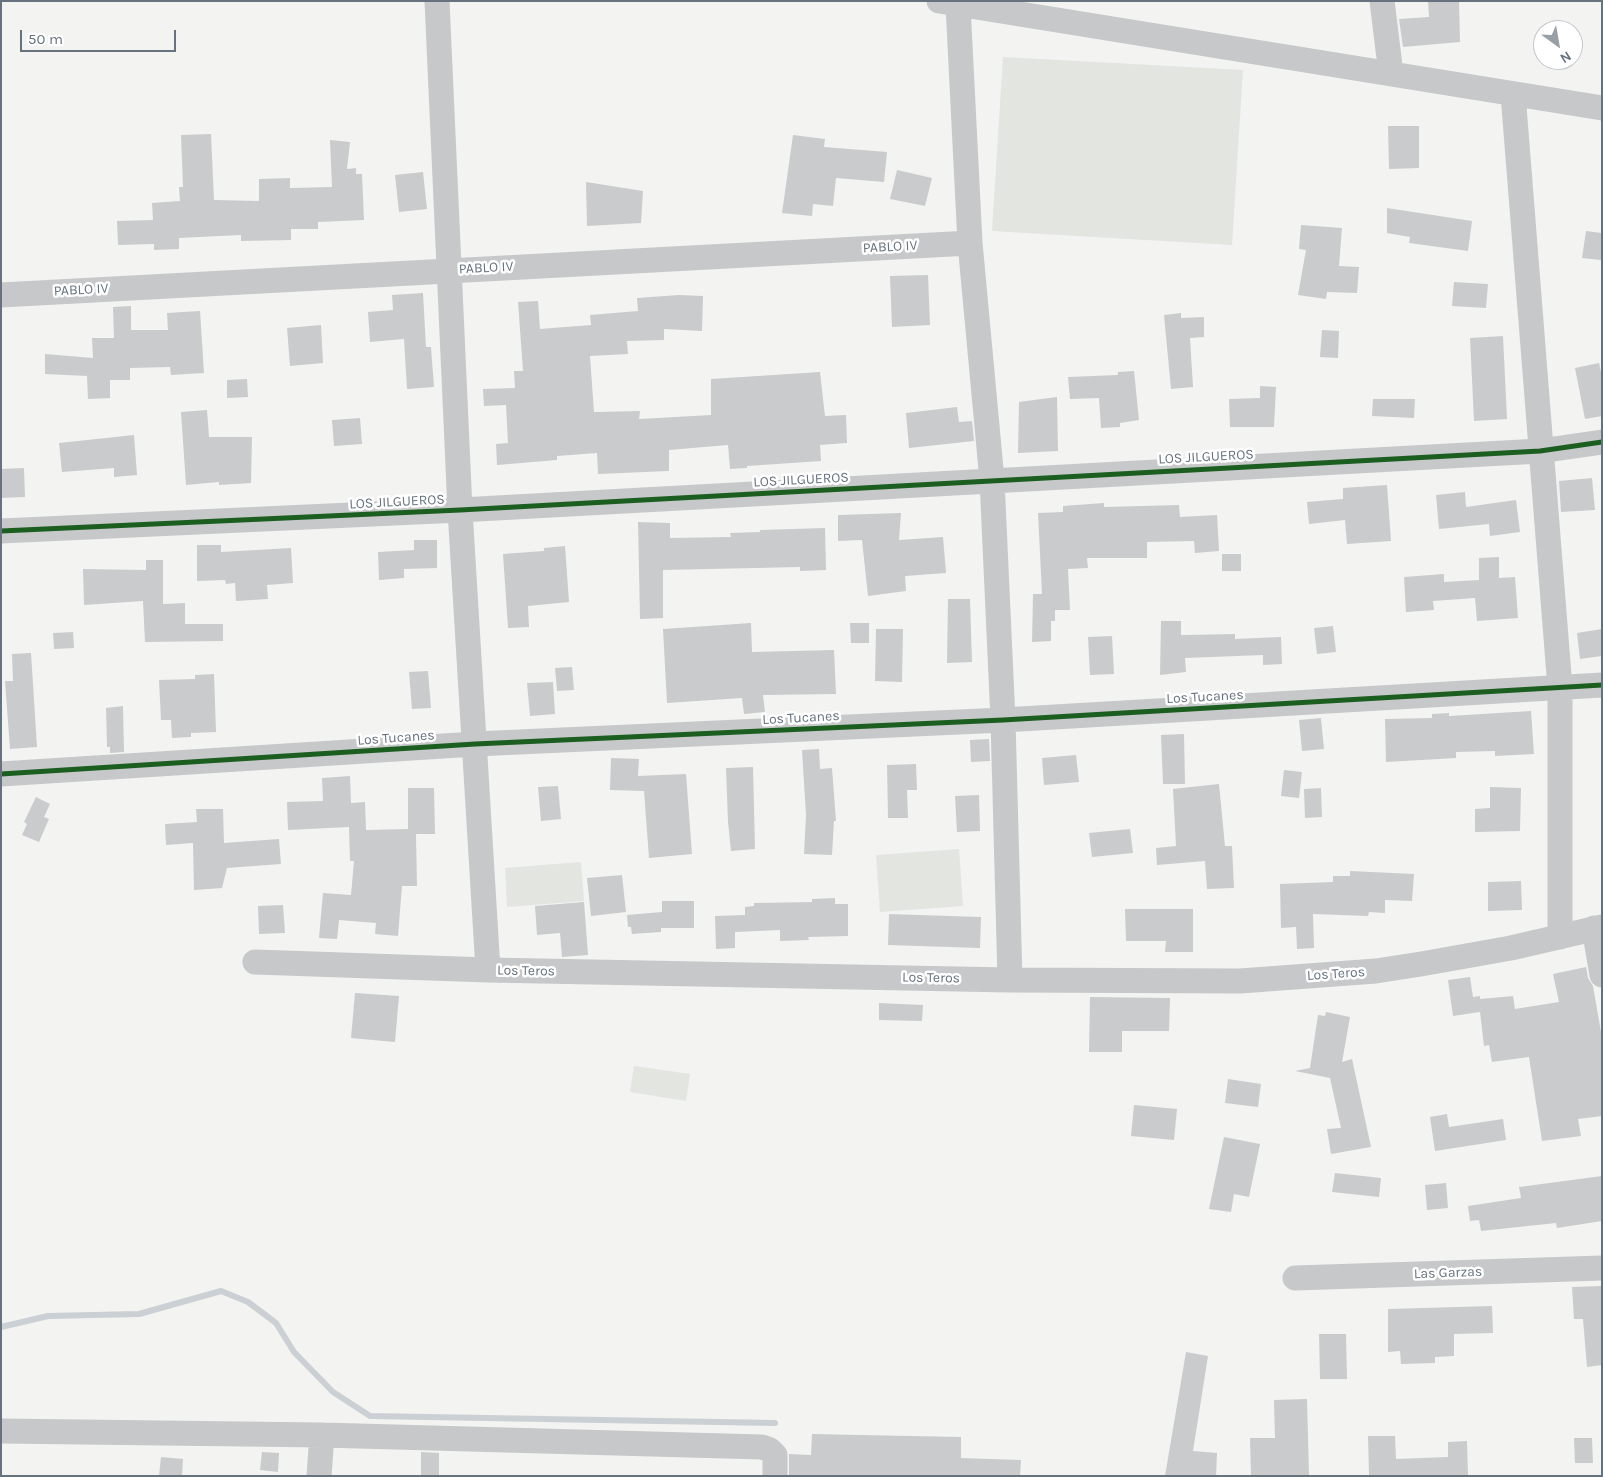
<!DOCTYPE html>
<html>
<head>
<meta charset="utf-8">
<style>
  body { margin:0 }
  #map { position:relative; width:1603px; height:1477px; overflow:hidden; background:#f3f3f2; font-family:Karla,sans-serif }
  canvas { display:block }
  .frame { position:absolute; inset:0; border:2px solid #66737f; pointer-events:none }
  .north { position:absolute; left:1533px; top:20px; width:50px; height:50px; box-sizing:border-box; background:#fff; border:1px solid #c2c7cc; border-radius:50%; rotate:148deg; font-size:14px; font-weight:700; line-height:20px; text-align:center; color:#66737f }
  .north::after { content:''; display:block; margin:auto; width:18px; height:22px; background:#97a0a7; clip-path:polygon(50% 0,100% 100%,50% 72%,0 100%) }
  .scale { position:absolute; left:20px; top:30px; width:156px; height:22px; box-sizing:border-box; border:2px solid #66737f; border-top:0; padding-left:6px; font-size:15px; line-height:18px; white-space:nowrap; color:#66737f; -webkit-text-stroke:4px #fff; paint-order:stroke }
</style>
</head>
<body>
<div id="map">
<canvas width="1603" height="1477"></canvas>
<div class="frame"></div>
<div class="north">N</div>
<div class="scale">50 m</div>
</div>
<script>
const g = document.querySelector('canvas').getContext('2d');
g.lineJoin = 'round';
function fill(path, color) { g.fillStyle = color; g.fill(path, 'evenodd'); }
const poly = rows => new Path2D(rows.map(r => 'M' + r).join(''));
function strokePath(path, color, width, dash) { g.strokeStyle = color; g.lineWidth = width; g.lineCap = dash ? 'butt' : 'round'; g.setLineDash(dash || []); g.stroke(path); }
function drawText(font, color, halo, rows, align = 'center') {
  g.font = font + ' Karla,sans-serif'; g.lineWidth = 5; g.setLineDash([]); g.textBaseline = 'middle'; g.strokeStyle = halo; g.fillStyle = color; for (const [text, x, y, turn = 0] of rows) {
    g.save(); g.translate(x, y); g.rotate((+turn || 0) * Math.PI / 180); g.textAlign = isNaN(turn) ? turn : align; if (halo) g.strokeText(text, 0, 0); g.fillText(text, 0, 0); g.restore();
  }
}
const green = poly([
  [1003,57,1243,70,1232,245,992,231],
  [959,849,963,906,880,912,876,855],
  [581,862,584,901,507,907,505,868],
  [634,1066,690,1074,686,1101,630,1092]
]);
const stream = poly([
  [1,1327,48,1316,139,1314,221,1291,248,1302,276,1323,294,1352,333,1392,370,1416,775,1423]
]);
const building = poly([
  [1428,1,1459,1,1460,42,1403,47,1399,19,1429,17],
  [1388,126,1419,126,1419,168,1389,169],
  [211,134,214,200,259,201,259,179,290,178,290,188,332,187,330,140,350,142,347,169,356,168,356,174,362,174,364,220,318,222,318,229,291,229,291,240,241,241,241,235,179,238,179,249,154,250,154,244,118,245,117,221,153,220,152,203,180,201,179,187,183,187,181,135],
  [793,135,825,139,824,147,887,152,884,182,836,178,833,206,813,204,812,216,782,213],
  [897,170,932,178,925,206,890,199],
  [423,172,427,209,399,212,395,175],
  [586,182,643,191,641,223,587,226],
  [1387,208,1472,221,1468,251,1409,243,1410,237,1387,233],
  [1301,225,1342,228,1339,266,1359,267,1357,293,1327,292,1326,299,1298,295,1306,250,1299,249],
  [1586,231,1602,233,1601,260,1582,258],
  [928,275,930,325,892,327,890,276],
  [1454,282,1488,284,1486,308,1452,306],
  [423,293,426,347,431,347,434,387,407,389,404,339,370,342,368,312,393,310,392,295],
  [679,295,703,296,702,331,664,329,664,340,627,341,628,354,590,356,594,412,640,411,639,419,711,415,711,379,820,372,825,416,846,415,847,443,820,445,821,461,747,466,747,468,730,469,728,445,669,450,669,471,598,474,597,453,557,456,557,460,497,465,496,444,508,443,506,405,484,406,483,389,515,388,514,371,523,371,518,302,538,301,540,329,591,325,590,315,638,311,637,298],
  [131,306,131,330,168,330,167,313,200,311,204,373,171,375,170,367,130,368,130,380,110,380,110,398,88,399,87,376,45,374,45,354,93,358,92,338,114,338,113,307],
  [1181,313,1181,318,1204,317,1204,337,1190,338,1193,387,1171,389,1164,315],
  [321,325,323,363,290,366,287,328],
  [1322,330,1339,331,1338,358,1320,357],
  [1503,336,1507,419,1474,421,1470,338],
  [1599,363,1602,377,1602,416,1585,419,1575,368],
  [1134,371,1139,420,1120,423,1120,427,1101,428,1099,398,1070,399,1068,377,1118,375,1118,372],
  [247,379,248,397,227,398,227,380],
  [1260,386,1276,387,1274,427,1230,427,1229,399,1260,398],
  [1057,397,1058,451,1018,453,1019,402],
  [1373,399,1415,399,1414,418,1372,416],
  [957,407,959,422,972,421,974,441,909,448,906,413],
  [207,410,209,437,252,437,251,483,219,485,219,482,186,485,181,412],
  [360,418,362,444,334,446,332,420],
  [134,435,137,475,114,477,114,468,62,472,59,443],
  [24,468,25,497,1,498,1,469],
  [1592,478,1595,510,1561,512,1559,481],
  [1387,485,1391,541,1347,544,1345,520,1309,524,1307,502,1343,499,1343,488],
  [1465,492,1466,507,1516,500,1520,532,1490,536,1489,524,1439,529,1436,495],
  [1104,503,1104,507,1179,505,1180,517,1217,515,1219,551,1195,553,1194,541,1147,542,1147,558,1087,558,1088,568,1068,569,1070,610,1055,610,1055,621,1051,621,1051,641,1032,642,1033,594,1042,594,1038,513,1063,512,1063,506],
  [901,513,899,540,943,537,946,573,905,576,906,591,868,596,862,540,838,541,838,515],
  [638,522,670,523,670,538,731,537,730,533,760,532,760,530,825,528,826,570,800,571,800,567,663,570,663,618,640,619],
  [414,540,437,540,437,568,404,569,404,578,379,580,378,552,414,550],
  [197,545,221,545,221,552,291,548,293,583,267,585,268,599,236,601,235,583,226,584,225,580,197,581],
  [565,546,569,602,528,606,529,627,508,628,503,554,544,551,544,548],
  [1222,554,1241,554,1241,571,1222,571],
  [1499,557,1499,578,1515,577,1518,618,1477,621,1475,598,1433,601,1434,610,1406,612,1404,577,1444,574,1444,582,1479,580,1479,558],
  [146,560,163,560,163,604,185,603,185,624,223,624,223,641,145,642,143,601,84,605,83,569,146,570],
  [948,599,970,599,972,662,947,663],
  [1161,621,1181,621,1181,635,1185,635,1235,634,1235,639,1281,637,1282,664,1263,665,1263,655,1185,658,1186,672,1160,675],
  [751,623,752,652,834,650,836,694,763,695,765,712,744,714,742,698,667,703,663,629],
  [850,623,869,623,869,643,851,643],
  [1333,626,1336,652,1317,654,1314,628],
  [876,629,903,629,902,682,875,681],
  [1602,629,1602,656,1580,659,1577,633],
  [73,632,74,648,54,649,53,633],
  [1112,636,1114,674,1090,675,1088,637],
  [31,653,37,747,10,749,5,681,13,681,12,654],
  [572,667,574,690,557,691,555,668],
  [428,671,431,708,412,709,409,672],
  [214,674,216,732,191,733,191,737,172,738,171,720,161,720,159,680,195,679,195,675],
  [553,682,555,714,530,716,527,683],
  [123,706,124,752,110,753,110,747,107,747,106,708],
  [1531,711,1534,754,1495,756,1495,751,1456,752,1456,758,1386,762,1385,719,1432,718,1432,714,1449,713,1449,716],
  [1321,718,1324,749,1302,751,1299,720],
  [1184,734,1185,784,1163,784,1161,735],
  [989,739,990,761,971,762,970,740],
  [819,749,820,769,832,768,836,821,834,821,832,855,804,854,806,815,802,750],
  [1076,755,1079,782,1044,785,1042,758],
  [611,758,639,759,638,776,686,774,692,854,649,858,644,791,610,790],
  [916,764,917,790,907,790,908,818,888,818,887,765],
  [753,767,755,849,731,851,728,822,726,768],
  [1284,770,1302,772,1299,798,1281,796],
  [350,776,351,803,365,802,366,830,408,829,408,788,434,788,435,834,416,834,417,886,402,886,398,936,375,934,376,923,339,920,337,939,319,938,323,893,351,895,354,861,350,861,349,827,288,830,287,802,323,801,322,778],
  [1219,784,1225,846,1232,846,1234,888,1207,889,1205,861,1157,865,1156,848,1176,846,1173,789],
  [558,786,561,819,541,821,538,787],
  [1490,787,1521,788,1520,831,1475,832,1475,809,1490,808],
  [1321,788,1322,817,1305,818,1304,789],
  [979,795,980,831,957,832,955,796],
  [36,797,50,804,44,817,49,819,39,842,22,835,27,824,24,822],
  [196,809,223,809,224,843,279,839,281,864,227,868,222,888,194,890,193,843,166,845,165,824,197,822],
  [1130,829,1133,853,1092,857,1089,833],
  [1350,871,1414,874,1412,901,1385,900,1385,913,1369,912,1368,916,1313,914,1314,948,1297,949,1296,927,1281,928,1280,884,1333,882,1333,876,1350,876],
  [622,875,626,912,591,916,587,878],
  [1521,881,1522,910,1488,911,1488,882],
  [835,898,835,904,848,904,848,936,808,937,809,940,780,941,780,930,735,932,735,948,716,949,715,916,745,915,745,907,754,906,754,903,812,902,812,899],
  [662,901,694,901,694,928,661,928,661,932,632,934,631,927,628,927,627,915,662,912],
  [584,902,588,955,562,957,560,933,537,935,535,906],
  [283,905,285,933,259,934,258,906],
  [1125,909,1193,909,1193,952,1165,952,1166,941,1126,941],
  [889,914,981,917,980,948,888,945],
  [1586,967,1588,978,1593,986,1602,1038,1602,1116,1578,1119,1581,1136,1542,1141,1529,1057,1492,1062,1489,1045,1484,1046,1480,1012,1453,1016,1448,980,1470,977,1473,997,1480,996,1480,999,1513,996,1515,1009,1559,1002,1553,974],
  [355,993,399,996,395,1042,351,1038],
  [1090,997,1170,998,1169,1031,1122,1031,1122,1052,1089,1052],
  [879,1003,923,1005,922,1021,879,1020],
  [1326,1012,1350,1017,1342,1062,1352,1059,1371,1147,1331,1154,1327,1129,1341,1128,1330,1078,1295,1071,1310,1068,1318,1015,1325,1016],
  [1228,1079,1261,1084,1258,1107,1225,1103],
  [1134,1105,1177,1109,1174,1140,1131,1136],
  [1447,1114,1449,1127,1503,1119,1506,1140,1435,1151,1430,1117],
  [1224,1137,1260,1144,1249,1197,1234,1194,1231,1212,1209,1209],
  [1335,1173,1381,1178,1379,1197,1332,1192],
  [1602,1176,1602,1221,1557,1228,1556,1223,1481,1231,1479,1220,1470,1221,1468,1206,1521,1198,1519,1187],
  [1446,1183,1448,1208,1427,1210,1425,1185],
  [1602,1286,1602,1365,1587,1367,1583,1319,1574,1319,1572,1287],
  [1492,1306,1493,1333,1454,1334,1454,1356,1435,1357,1435,1363,1401,1364,1400,1351,1388,1352,1388,1309],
  [1319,1334,1346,1334,1347,1379,1320,1379],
  [1186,1352,1208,1356,1193,1451,1217,1453,1216,1476,1165,1476],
  [1307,1399,1309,1476,1251,1476,1250,1438,1275,1438,1274,1400],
  [812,1434,961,1437,961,1458,1021,1460,1020,1476,789,1476,789,1454,811,1455],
  [1368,1436,1395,1436,1396,1459,1448,1457,1448,1442,1467,1441,1468,1476,1369,1476],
  [1574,1438,1592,1438,1593,1463,1575,1463],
  [262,1452,279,1453,278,1472,260,1470],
  [421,1452,439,1453,439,1476,421,1476],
  [161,1457,183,1459,182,1476,159,1476]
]);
const minor = poly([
  [437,1,460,510,488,970],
  [939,1,1602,108],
  [1382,1,1391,74],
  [958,5,970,243,992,480,1003,720,1010,980],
  [1513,94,1560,688,1560,937],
  [1,295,970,243],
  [1,531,460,510,1540,451,1602,442],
  [1,774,475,744,1003,720,1602,685],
  [1594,928,1602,975],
  [255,962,488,970,1010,980,1240,981,1376,971,1421,964,1511,948,1602,927],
  [1295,1278,1602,1268],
  [1,1431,322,1435,762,1447,770,1450,775,1455,775,1476],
  [319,1476,322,1435]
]);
const cycleway = poly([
  [1,531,460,510,1540,451,1602,442],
  [1,774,475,744,1003,720,1602,685]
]);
const streetNames = [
  ["PABLO IV",890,247,-3],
  ["PABLO IV",486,268,-3],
  ["PABLO IV",81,290,-3],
  ["LOS JILGUEROS",1206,457,-3],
  ["LOS JILGUEROS",801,480,-3],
  ["LOS JILGUEROS",397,502,-3],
  ["Los Tucanes",1205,697,-3],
  ["Los Tucanes",801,718,-3],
  ["Los Tucanes",396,738,-4],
  ["Los Teros",526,971,1],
  ["Los Teros",1336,974,-4],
  ["Los Teros",931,978,1],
  ["Las Garzas",1448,1273,-2]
];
fill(green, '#e2e5e0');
strokePath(stream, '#cad0d3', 6);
fill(building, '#cacbcc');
strokePath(minor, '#c7c8c9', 25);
strokePath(cycleway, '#1b5e20', 5);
drawText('14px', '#66737f', '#fff', streetNames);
</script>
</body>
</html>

-- -- --

_DESCRIPTION OF THE TASK_
Please copy every line from the entries that includes the word "turn".

_EXERCISE RESULT_
  g.font = font + ' Karla,sans-serif'; g.lineWidth = 5; g.setLineDash([]); g.textBaseline = 'middle'; g.strokeStyle = halo; g.fillStyle = color; for (const [text, x, y, turn = 0] of rows) {
    g.save(); g.translate(x, y); g.rotate((+turn || 0) * Math.PI / 180); g.textAlign = isNaN(turn) ? turn : align; if (halo) g.strokeText(text, 0, 0); g.fillText(text, 0, 0); g.restore();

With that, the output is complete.